Exercise requirements = The whole listing that follows, pictures excepted, should be printed again exactly as given.

Exercise input =
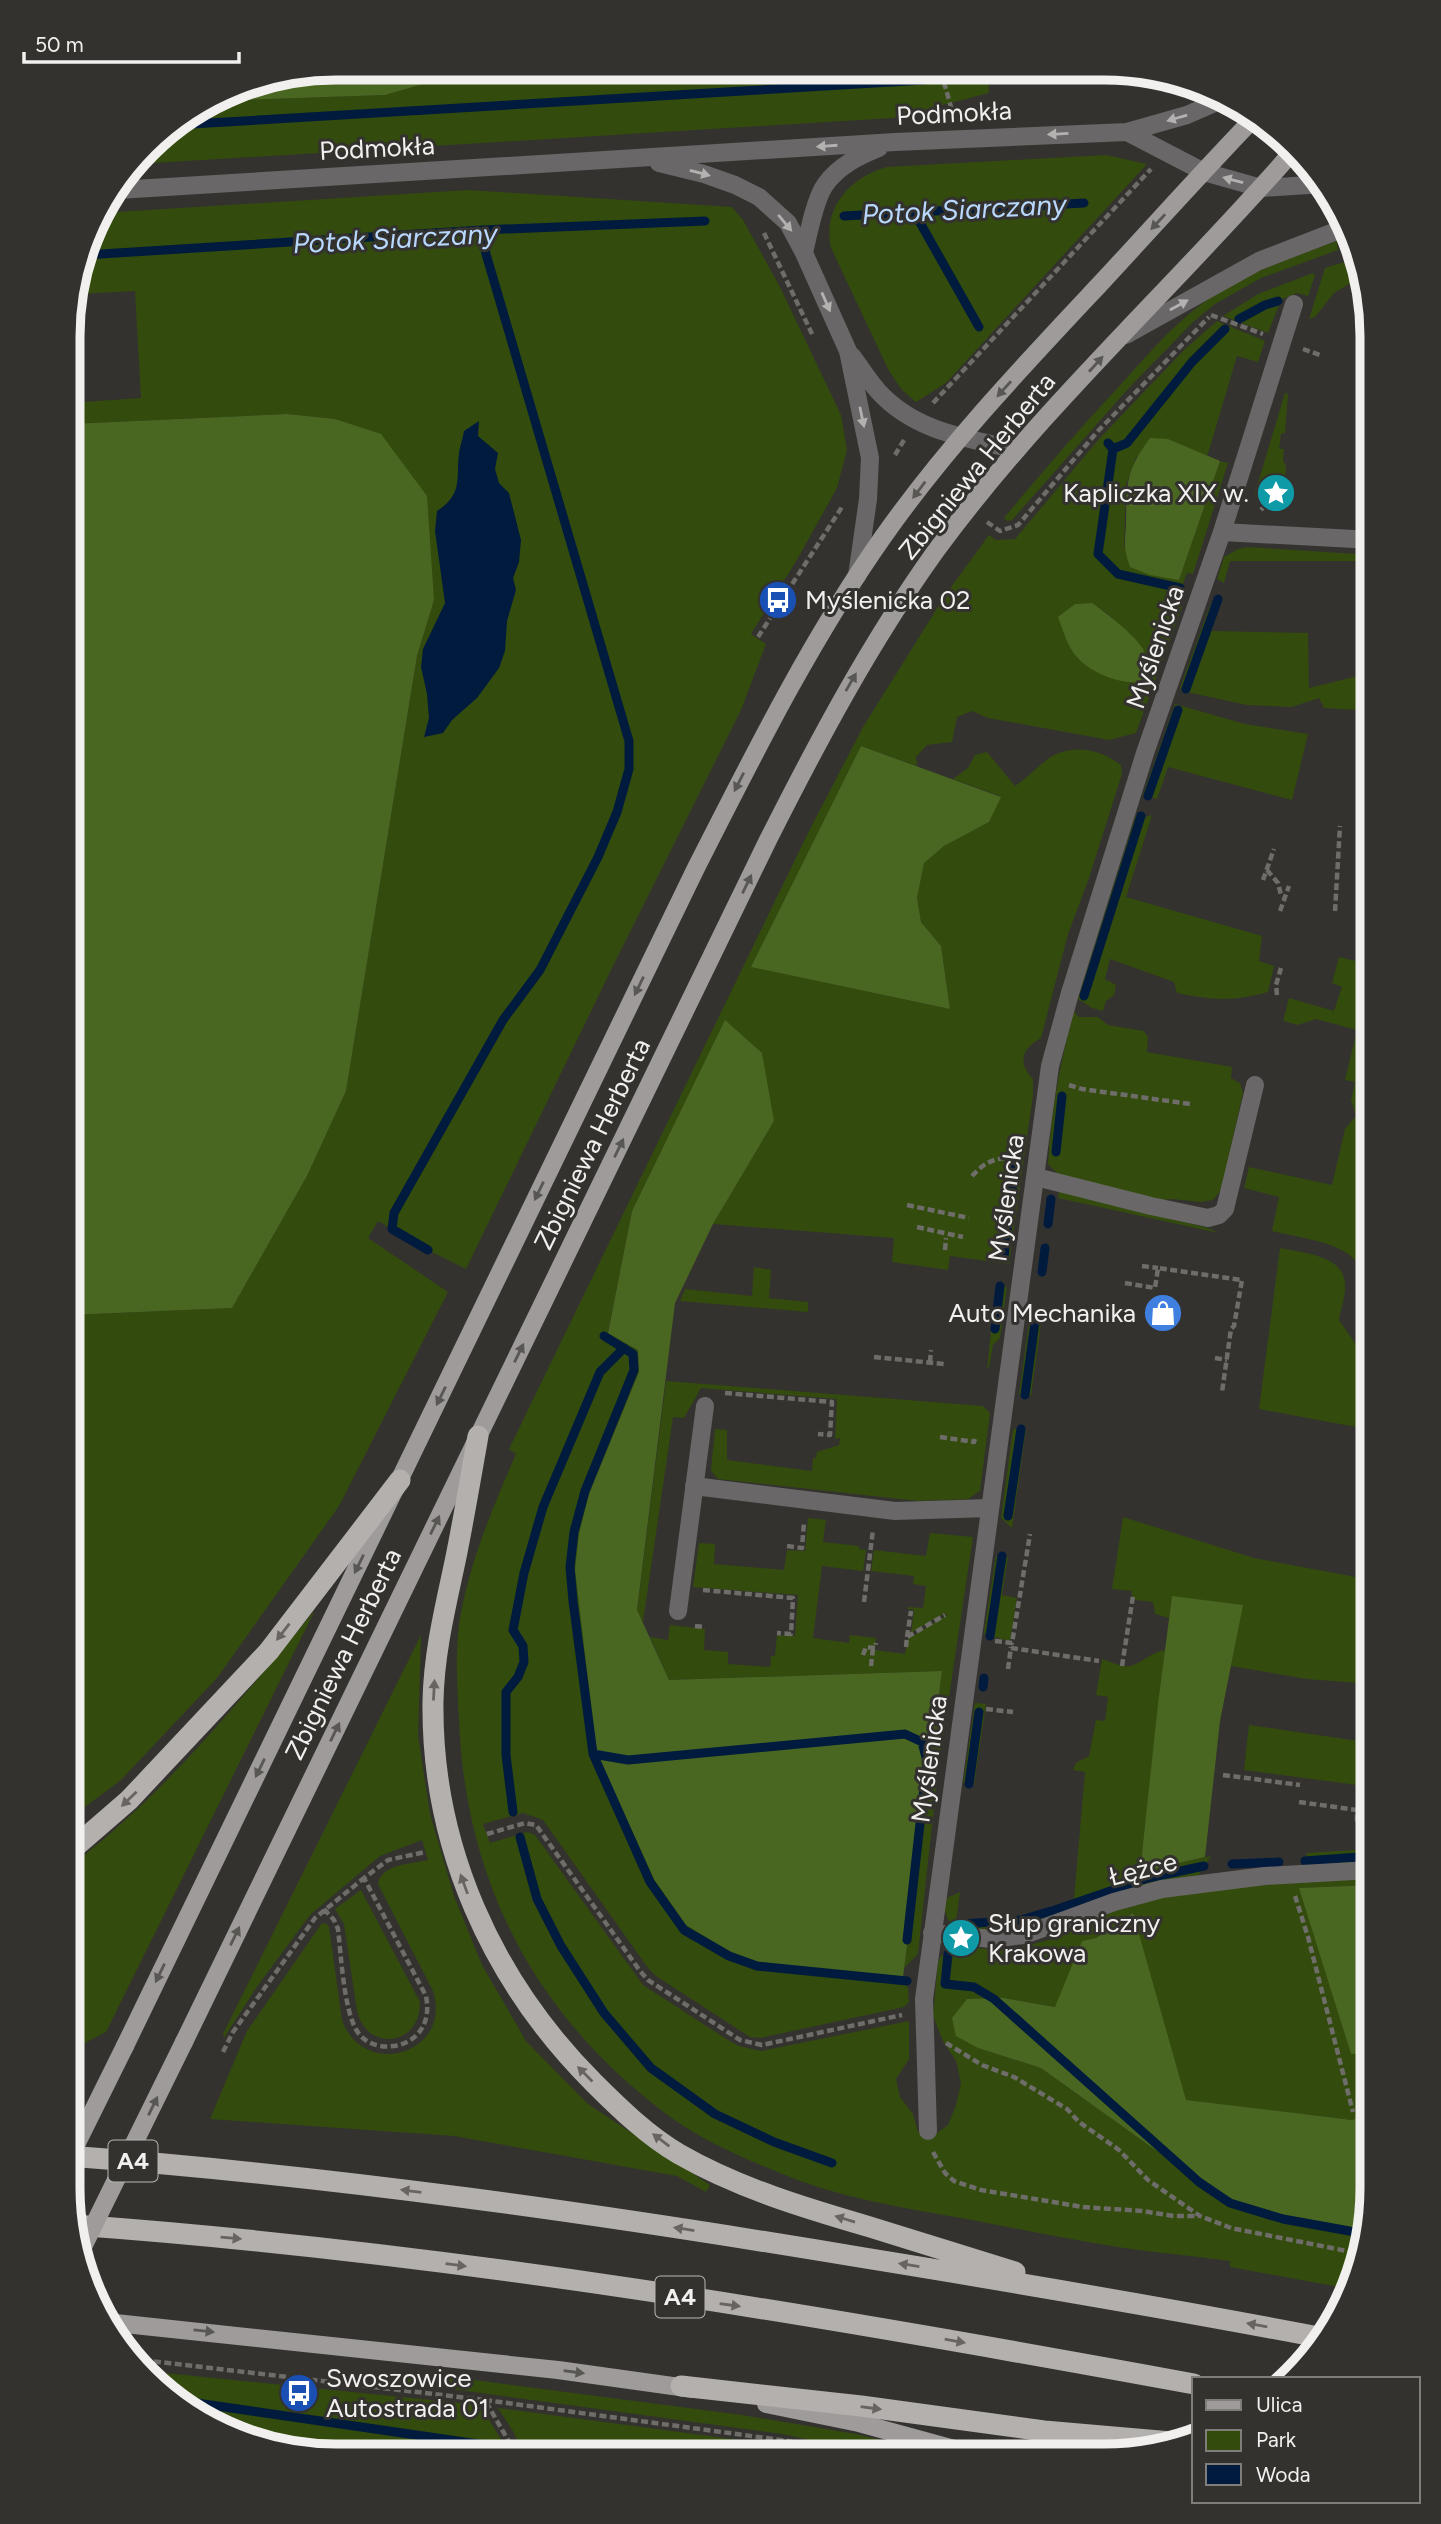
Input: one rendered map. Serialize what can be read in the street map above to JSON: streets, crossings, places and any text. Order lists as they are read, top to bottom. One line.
{"streets":{"highway":["A4"],"main road":["Zbigniewa Herberta"],"street":["Podmokła","Myślenicka","Łężce"]},"crossings":[["Podmokła","Zbigniewa Herberta"],["Myślenicka","Łężce"]],"water":["Potok Siarczany"],"places":{"place":["Kapliczka XIX w.","Słup graniczny Krakowa"],"bus stop":["Myślenicka 02","Swoszowice Autostrada 01"],"shop":["Auto Mechanika"]},"legend":["Ulica","Park","Woda"],"scale_bar":"50 m"}
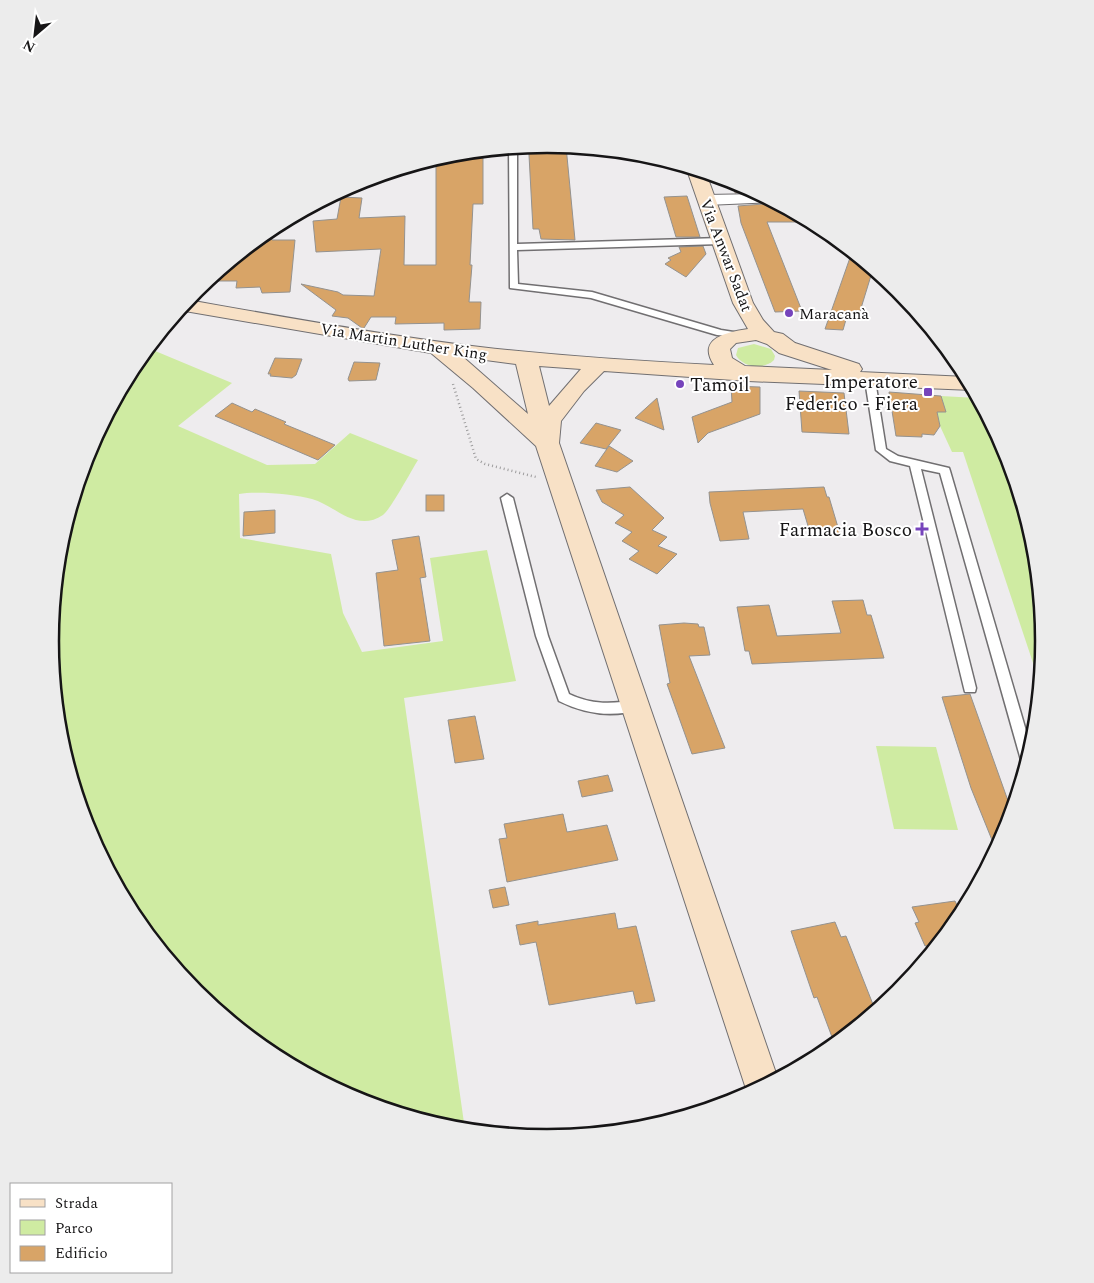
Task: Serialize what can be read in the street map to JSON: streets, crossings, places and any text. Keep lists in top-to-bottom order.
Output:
{
  "streets": {
    "street": ["Via Anwar Sadat", "Via Martin Luther King"]
  },
  "places": {
    "other": ["Maracanà", "Tamoil"],
    "transit": ["Imperatore Federico - Fiera"],
    "health": ["Farmacia Bosco"]
  },
  "legend": ["Strada", "Parco", "Edificio"],
  "north": "bottom left"
}
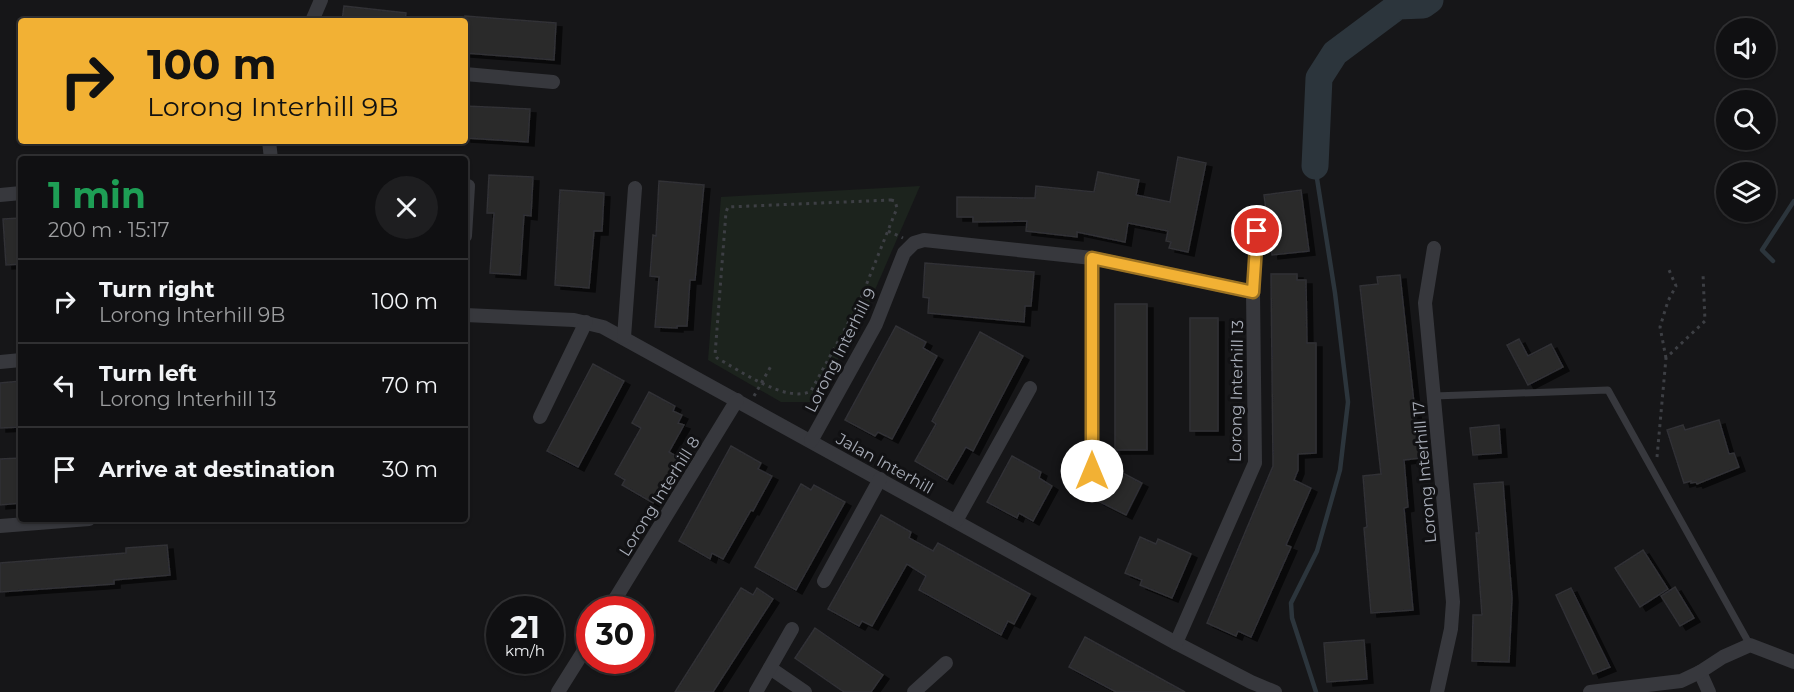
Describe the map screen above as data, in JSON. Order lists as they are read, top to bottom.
{
  "streets": {
    "street": [
      "Lorong Interhill 9",
      "Lorong Interhill 13",
      "Jalan Interhill",
      "Lorong Interhill 17",
      "Lorong Interhill 8"
    ]
  },
  "crossings": [
    ["Lorong Interhill 9", "Jalan Interhill"],
    ["Lorong Interhill 13", "Jalan Interhill"],
    ["Jalan Interhill", "Lorong Interhill 8"]
  ],
  "page": {
    "turn": ["100 m", "Lorong Interhill 9B"],
    "heading": ["1 min", "200 m · 15:17"],
    "list": [
      {
        "name": "Turn right",
        "note": "Lorong Interhill 9B",
        "value": "100 m"
      },
      {
        "name": "Turn left",
        "note": "Lorong Interhill 13",
        "value": "70 m"
      },
      {
        "name": "Arrive at destination",
        "value": "30 m"
      }
    ],
    "speed": "21 km/h",
    "limit": "30"
  }
}
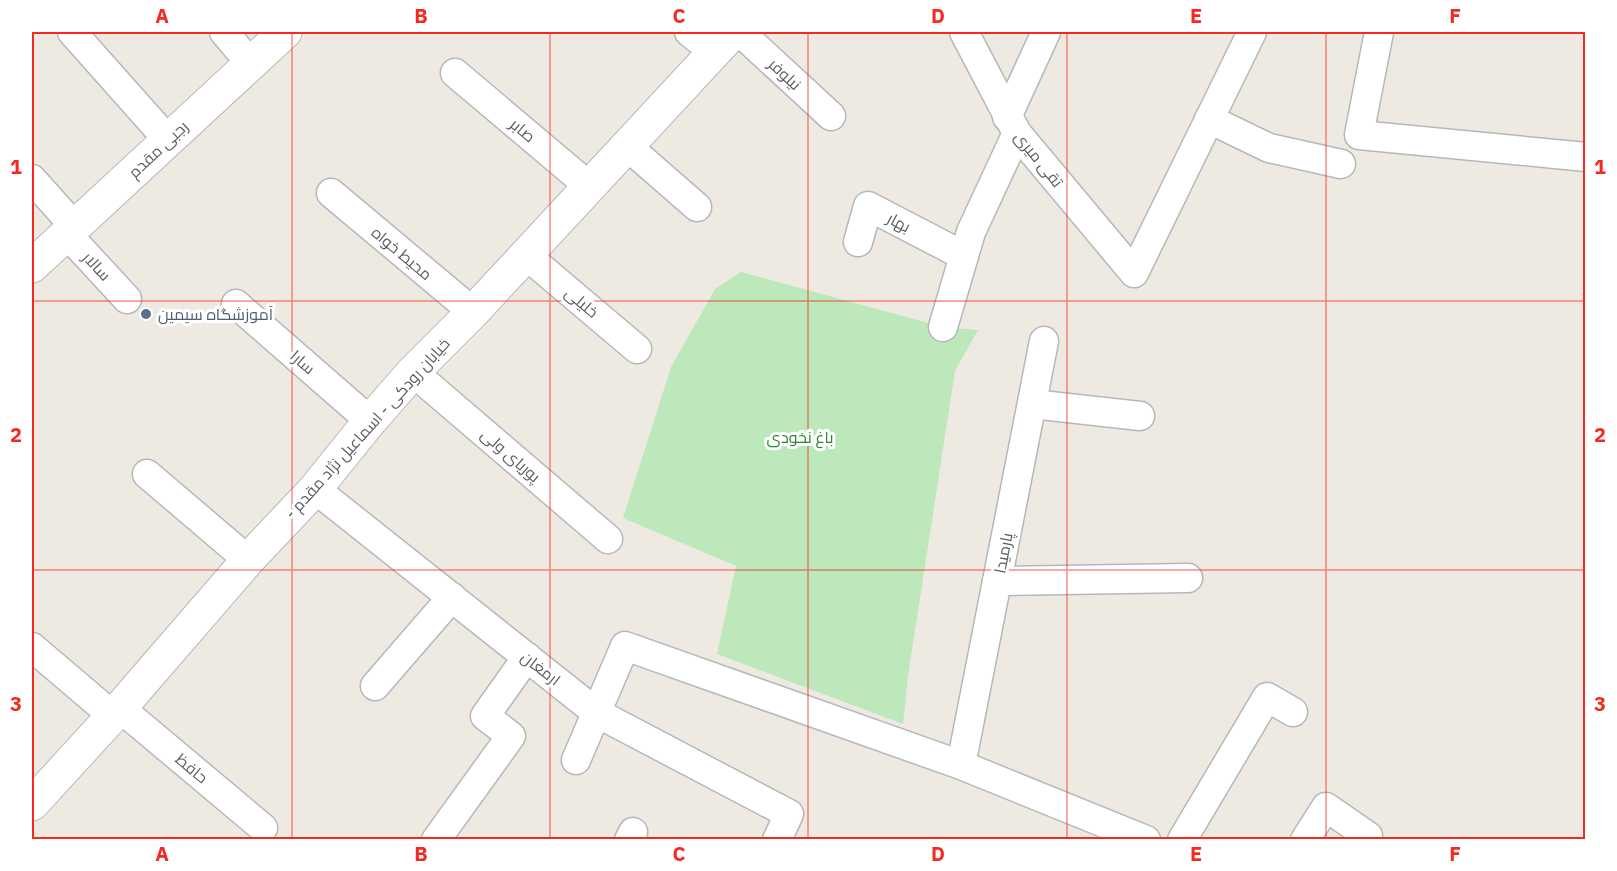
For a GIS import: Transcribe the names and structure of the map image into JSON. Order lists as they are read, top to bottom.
{
  "streets": {
    "street": [
      "نیلوفر",
      "صابر",
      "رجبی مقدم",
      "تقی میری",
      "بهار",
      "محیط خواه",
      "سالار",
      "خلیلی",
      "سارا",
      "- خیابان رودکی - اسماعیل نژاد مقدم",
      "پوریای ولی",
      "پارمیدا",
      "ارمغان",
      "حافظ"
    ]
  },
  "crossings": [
    ["صابر", "- خیابان رودکی - اسماعیل نژاد مقدم"],
    ["رجبی مقدم", "سالار"],
    ["محیط خواه", "- خیابان رودکی - اسماعیل نژاد مقدم"],
    ["خلیلی", "- خیابان رودکی - اسماعیل نژاد مقدم"],
    ["سارا", "- خیابان رودکی - اسماعیل نژاد مقدم"],
    ["- خیابان رودکی - اسماعیل نژاد مقدم", "پوریای ولی"],
    ["- خیابان رودکی - اسماعیل نژاد مقدم", "ارمغان"],
    ["- خیابان رودکی - اسماعیل نژاد مقدم", "حافظ"]
  ],
  "parks": ["باغ نخودی"],
  "places": ["آموزشگاه سیمین"],
  "grid": {
    "columns": [
      "A",
      "B",
      "C",
      "D",
      "E",
      "F"
    ],
    "rows": ["1", "2", "3"]
  }
}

Expected answer =
Input: one rendered map. Serialize what can be read in the street map above to JSON: streets, crossings, places and any text. Order lists as they are read, top to bottom. One line.
{"streets":{"highway":["A4"],"main road":["Zbigniewa Herberta"],"street":["Podmokła","Myślenicka","Łężce"]},"crossings":[["Podmokła","Zbigniewa Herberta"],["Myślenicka","Łężce"]],"water":["Potok Siarczany"],"places":{"place":["Kapliczka XIX w.","Słup graniczny Krakowa"],"bus stop":["Myślenicka 02","Swoszowice Autostrada 01"],"shop":["Auto Mechanika"]},"legend":["Ulica","Park","Woda"],"scale_bar":"50 m"}
Task: Serialize what can be read in the street map to JSON: streets, crossings, places and any text. Keep lists in top-to-bottom order.
Output:
{
  "streets": {
    "street": ["Via Anwar Sadat", "Via Martin Luther King"]
  },
  "places": {
    "other": ["Maracanà", "Tamoil"],
    "transit": ["Imperatore Federico - Fiera"],
    "health": ["Farmacia Bosco"]
  },
  "legend": ["Strada", "Parco", "Edificio"],
  "north": "bottom left"
}
Describe the map screen above as data, in JSON. Order lists as they are read, top to bottom.
{
  "streets": {
    "street": [
      "Lorong Interhill 9",
      "Lorong Interhill 13",
      "Jalan Interhill",
      "Lorong Interhill 17",
      "Lorong Interhill 8"
    ]
  },
  "crossings": [
    ["Lorong Interhill 9", "Jalan Interhill"],
    ["Lorong Interhill 13", "Jalan Interhill"],
    ["Jalan Interhill", "Lorong Interhill 8"]
  ],
  "page": {
    "turn": ["100 m", "Lorong Interhill 9B"],
    "heading": ["1 min", "200 m · 15:17"],
    "list": [
      {
        "name": "Turn right",
        "note": "Lorong Interhill 9B",
        "value": "100 m"
      },
      {
        "name": "Turn left",
        "note": "Lorong Interhill 13",
        "value": "70 m"
      },
      {
        "name": "Arrive at destination",
        "value": "30 m"
      }
    ],
    "speed": "21 km/h",
    "limit": "30"
  }
}
For a GIS import: Transcribe the names and structure of the map image into JSON. Order lists as they are read, top to bottom.
{
  "streets": {
    "street": [
      "نیلوفر",
      "صابر",
      "رجبی مقدم",
      "تقی میری",
      "بهار",
      "محیط خواه",
      "سالار",
      "خلیلی",
      "سارا",
      "- خیابان رودکی - اسماعیل نژاد مقدم",
      "پوریای ولی",
      "پارمیدا",
      "ارمغان",
      "حافظ"
    ]
  },
  "crossings": [
    ["صابر", "- خیابان رودکی - اسماعیل نژاد مقدم"],
    ["رجبی مقدم", "سالار"],
    ["محیط خواه", "- خیابان رودکی - اسماعیل نژاد مقدم"],
    ["خلیلی", "- خیابان رودکی - اسماعیل نژاد مقدم"],
    ["سارا", "- خیابان رودکی - اسماعیل نژاد مقدم"],
    ["- خیابان رودکی - اسماعیل نژاد مقدم", "پوریای ولی"],
    ["- خیابان رودکی - اسماعیل نژاد مقدم", "ارمغان"],
    ["- خیابان رودکی - اسماعیل نژاد مقدم", "حافظ"]
  ],
  "parks": ["باغ نخودی"],
  "places": ["آموزشگاه سیمین"],
  "grid": {
    "columns": [
      "A",
      "B",
      "C",
      "D",
      "E",
      "F"
    ],
    "rows": ["1", "2", "3"]
  }
}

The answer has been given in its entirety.